> [Requirement]: In the following material, identify every line holding the string "list" and return it.

Segment Open

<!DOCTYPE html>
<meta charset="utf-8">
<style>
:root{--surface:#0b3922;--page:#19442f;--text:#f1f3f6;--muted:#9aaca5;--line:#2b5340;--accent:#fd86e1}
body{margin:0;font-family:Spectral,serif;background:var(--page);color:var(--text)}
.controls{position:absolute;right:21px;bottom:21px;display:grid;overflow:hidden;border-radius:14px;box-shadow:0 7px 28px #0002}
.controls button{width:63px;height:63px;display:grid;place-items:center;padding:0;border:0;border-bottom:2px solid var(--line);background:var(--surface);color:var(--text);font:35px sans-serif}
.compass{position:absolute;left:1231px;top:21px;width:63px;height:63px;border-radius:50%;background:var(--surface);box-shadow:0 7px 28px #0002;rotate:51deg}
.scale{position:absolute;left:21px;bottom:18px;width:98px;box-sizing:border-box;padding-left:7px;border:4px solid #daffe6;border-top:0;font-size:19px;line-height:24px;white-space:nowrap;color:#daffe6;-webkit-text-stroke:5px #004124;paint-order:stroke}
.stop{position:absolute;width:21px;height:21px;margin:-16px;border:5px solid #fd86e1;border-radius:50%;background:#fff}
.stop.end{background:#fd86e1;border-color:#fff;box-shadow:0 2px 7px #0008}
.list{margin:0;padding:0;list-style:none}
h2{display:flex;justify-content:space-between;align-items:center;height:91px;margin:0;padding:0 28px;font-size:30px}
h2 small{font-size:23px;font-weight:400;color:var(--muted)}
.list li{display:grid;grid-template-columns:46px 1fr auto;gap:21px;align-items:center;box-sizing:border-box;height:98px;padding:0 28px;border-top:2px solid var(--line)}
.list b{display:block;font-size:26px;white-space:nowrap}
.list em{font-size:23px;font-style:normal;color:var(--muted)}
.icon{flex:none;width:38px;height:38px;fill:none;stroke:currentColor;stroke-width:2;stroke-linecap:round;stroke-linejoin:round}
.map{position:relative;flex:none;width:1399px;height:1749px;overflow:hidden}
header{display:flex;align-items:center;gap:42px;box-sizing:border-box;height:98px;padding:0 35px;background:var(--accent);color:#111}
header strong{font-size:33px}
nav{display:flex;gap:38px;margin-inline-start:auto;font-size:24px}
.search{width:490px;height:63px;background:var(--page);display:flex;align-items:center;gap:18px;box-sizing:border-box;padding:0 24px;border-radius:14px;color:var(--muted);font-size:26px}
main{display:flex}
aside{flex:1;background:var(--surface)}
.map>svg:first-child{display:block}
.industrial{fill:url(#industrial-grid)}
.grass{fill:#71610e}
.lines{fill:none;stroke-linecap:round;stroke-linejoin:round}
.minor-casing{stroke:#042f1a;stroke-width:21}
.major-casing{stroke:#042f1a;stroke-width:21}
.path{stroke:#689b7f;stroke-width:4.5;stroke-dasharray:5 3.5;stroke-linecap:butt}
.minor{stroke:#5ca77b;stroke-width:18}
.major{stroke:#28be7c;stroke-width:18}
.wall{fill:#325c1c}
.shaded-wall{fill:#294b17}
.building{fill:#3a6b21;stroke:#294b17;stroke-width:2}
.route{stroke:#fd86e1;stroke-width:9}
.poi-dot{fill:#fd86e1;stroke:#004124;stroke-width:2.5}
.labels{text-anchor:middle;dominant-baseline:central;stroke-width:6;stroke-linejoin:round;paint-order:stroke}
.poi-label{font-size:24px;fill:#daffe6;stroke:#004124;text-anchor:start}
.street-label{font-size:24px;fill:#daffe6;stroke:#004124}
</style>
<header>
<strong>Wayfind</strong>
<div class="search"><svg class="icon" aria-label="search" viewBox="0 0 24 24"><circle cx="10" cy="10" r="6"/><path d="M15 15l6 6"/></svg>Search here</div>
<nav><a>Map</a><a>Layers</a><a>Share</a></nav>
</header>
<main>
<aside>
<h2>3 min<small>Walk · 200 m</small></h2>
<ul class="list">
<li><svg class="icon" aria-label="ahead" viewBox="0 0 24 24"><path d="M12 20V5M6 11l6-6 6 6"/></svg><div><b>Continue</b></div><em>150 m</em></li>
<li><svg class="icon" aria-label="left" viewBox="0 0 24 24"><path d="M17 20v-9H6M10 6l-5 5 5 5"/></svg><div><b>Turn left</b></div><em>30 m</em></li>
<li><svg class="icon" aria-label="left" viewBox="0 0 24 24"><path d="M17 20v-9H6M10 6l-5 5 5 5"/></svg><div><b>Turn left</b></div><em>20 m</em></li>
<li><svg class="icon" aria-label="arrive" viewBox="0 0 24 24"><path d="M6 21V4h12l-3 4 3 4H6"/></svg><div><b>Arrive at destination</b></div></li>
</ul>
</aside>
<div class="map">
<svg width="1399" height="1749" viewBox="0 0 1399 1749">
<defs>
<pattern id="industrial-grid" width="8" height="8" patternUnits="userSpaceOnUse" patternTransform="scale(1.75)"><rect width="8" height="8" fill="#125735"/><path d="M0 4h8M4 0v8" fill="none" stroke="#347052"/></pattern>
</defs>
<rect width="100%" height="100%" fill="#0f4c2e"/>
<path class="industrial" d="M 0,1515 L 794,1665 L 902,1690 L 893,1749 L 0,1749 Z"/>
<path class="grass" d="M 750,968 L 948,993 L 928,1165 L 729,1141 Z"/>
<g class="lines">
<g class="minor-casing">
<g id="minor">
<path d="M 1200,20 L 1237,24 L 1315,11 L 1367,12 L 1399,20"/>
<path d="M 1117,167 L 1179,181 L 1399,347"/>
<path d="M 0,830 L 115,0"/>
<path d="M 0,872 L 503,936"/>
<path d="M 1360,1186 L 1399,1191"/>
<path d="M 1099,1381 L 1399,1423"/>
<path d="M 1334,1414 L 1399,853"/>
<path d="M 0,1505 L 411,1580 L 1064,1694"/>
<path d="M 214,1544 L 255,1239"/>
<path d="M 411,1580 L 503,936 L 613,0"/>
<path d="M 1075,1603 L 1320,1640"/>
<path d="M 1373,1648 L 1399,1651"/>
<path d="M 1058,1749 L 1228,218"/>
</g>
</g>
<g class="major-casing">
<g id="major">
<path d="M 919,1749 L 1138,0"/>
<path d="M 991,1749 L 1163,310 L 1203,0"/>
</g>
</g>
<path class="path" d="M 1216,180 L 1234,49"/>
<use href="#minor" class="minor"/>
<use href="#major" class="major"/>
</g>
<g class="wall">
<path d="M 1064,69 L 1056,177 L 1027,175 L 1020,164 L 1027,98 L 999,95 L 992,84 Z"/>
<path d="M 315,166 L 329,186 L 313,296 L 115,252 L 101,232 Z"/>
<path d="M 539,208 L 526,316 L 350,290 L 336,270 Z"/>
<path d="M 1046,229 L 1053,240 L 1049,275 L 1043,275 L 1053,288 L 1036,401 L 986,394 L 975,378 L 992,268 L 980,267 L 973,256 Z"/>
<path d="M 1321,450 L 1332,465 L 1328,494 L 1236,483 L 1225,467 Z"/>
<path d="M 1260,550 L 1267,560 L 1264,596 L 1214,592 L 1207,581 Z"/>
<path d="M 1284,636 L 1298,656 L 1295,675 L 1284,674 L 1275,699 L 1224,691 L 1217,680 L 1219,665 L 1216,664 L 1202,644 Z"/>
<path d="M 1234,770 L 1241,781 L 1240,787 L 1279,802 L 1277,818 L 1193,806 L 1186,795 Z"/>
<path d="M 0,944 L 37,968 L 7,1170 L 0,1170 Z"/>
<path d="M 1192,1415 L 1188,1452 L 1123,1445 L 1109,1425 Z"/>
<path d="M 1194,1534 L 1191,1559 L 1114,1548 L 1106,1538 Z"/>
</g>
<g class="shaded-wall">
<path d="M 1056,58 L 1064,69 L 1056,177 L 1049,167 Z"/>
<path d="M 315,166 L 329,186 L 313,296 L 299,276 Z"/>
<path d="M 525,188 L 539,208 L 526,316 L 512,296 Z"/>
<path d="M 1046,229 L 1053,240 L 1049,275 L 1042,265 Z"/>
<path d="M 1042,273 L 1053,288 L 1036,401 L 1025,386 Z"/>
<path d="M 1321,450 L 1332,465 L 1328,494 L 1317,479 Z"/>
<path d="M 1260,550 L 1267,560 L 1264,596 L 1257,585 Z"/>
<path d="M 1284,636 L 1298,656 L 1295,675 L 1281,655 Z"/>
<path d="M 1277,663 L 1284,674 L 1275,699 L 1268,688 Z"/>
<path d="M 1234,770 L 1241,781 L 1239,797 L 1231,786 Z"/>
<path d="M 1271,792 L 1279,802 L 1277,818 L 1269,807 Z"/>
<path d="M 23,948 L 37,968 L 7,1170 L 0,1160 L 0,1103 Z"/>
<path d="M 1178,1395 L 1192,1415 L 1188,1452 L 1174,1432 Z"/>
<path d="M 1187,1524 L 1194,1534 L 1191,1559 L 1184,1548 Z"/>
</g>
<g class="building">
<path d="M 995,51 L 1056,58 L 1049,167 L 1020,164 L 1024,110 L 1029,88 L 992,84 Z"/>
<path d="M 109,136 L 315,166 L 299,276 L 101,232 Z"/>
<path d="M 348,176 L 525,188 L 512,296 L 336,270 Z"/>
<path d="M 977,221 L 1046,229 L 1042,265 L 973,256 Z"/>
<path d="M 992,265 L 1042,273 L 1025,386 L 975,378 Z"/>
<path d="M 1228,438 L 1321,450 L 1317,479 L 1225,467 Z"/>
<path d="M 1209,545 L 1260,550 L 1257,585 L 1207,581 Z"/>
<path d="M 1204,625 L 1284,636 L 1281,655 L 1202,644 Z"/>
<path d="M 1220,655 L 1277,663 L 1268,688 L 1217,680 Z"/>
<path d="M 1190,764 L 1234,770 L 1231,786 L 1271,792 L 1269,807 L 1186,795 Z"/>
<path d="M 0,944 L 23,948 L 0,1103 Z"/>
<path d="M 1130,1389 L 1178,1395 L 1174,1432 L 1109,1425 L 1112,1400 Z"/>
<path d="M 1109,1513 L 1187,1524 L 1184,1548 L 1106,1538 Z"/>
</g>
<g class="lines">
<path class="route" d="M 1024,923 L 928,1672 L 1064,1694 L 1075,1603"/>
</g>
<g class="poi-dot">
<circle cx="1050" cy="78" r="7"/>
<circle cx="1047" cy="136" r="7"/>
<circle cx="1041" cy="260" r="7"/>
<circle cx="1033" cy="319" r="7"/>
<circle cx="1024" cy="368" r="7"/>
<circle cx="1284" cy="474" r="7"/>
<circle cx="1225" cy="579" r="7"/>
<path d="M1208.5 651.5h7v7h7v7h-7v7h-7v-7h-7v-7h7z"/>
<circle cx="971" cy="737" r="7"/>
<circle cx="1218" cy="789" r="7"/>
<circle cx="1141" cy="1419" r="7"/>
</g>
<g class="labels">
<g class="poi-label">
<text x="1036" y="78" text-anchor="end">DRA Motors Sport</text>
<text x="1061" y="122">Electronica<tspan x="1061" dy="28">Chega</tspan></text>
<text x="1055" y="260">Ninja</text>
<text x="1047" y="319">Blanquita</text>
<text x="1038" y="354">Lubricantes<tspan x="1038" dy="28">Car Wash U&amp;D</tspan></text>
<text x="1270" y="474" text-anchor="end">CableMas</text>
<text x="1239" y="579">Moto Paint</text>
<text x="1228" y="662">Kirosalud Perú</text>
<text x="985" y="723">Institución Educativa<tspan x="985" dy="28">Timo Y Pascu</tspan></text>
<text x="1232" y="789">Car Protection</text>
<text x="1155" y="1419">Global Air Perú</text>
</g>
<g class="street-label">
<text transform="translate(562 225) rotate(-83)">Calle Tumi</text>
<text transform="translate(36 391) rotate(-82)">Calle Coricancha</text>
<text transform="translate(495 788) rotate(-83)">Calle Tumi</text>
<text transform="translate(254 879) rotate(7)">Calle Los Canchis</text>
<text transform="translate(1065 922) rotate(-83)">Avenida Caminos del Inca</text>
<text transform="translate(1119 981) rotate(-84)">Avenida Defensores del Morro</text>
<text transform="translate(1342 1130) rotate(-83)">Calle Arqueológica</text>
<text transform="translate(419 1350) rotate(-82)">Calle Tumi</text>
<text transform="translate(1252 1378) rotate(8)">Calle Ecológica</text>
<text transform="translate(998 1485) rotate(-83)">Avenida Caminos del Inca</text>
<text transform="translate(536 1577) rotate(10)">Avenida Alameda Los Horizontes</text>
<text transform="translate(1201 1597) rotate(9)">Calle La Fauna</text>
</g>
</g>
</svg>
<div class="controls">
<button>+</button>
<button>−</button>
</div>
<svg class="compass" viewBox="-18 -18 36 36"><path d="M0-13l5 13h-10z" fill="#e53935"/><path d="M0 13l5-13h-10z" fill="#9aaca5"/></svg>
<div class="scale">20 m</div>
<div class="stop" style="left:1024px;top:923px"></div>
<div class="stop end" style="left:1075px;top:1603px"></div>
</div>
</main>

Segment Closed

> [Answer box]:
.list{margin:0;padding:0;list-style:none}
.list li{display:grid;grid-template-columns:46px 1fr auto;gap:21px;align-items:center;box-sizing:border-box;height:98px;padding:0 28px;border-top:2px solid var(--line)}
.list b{display:block;font-size:26px;white-space:nowrap}
.list em{font-size:23px;font-style:normal;color:var(--muted)}
<ul class="list">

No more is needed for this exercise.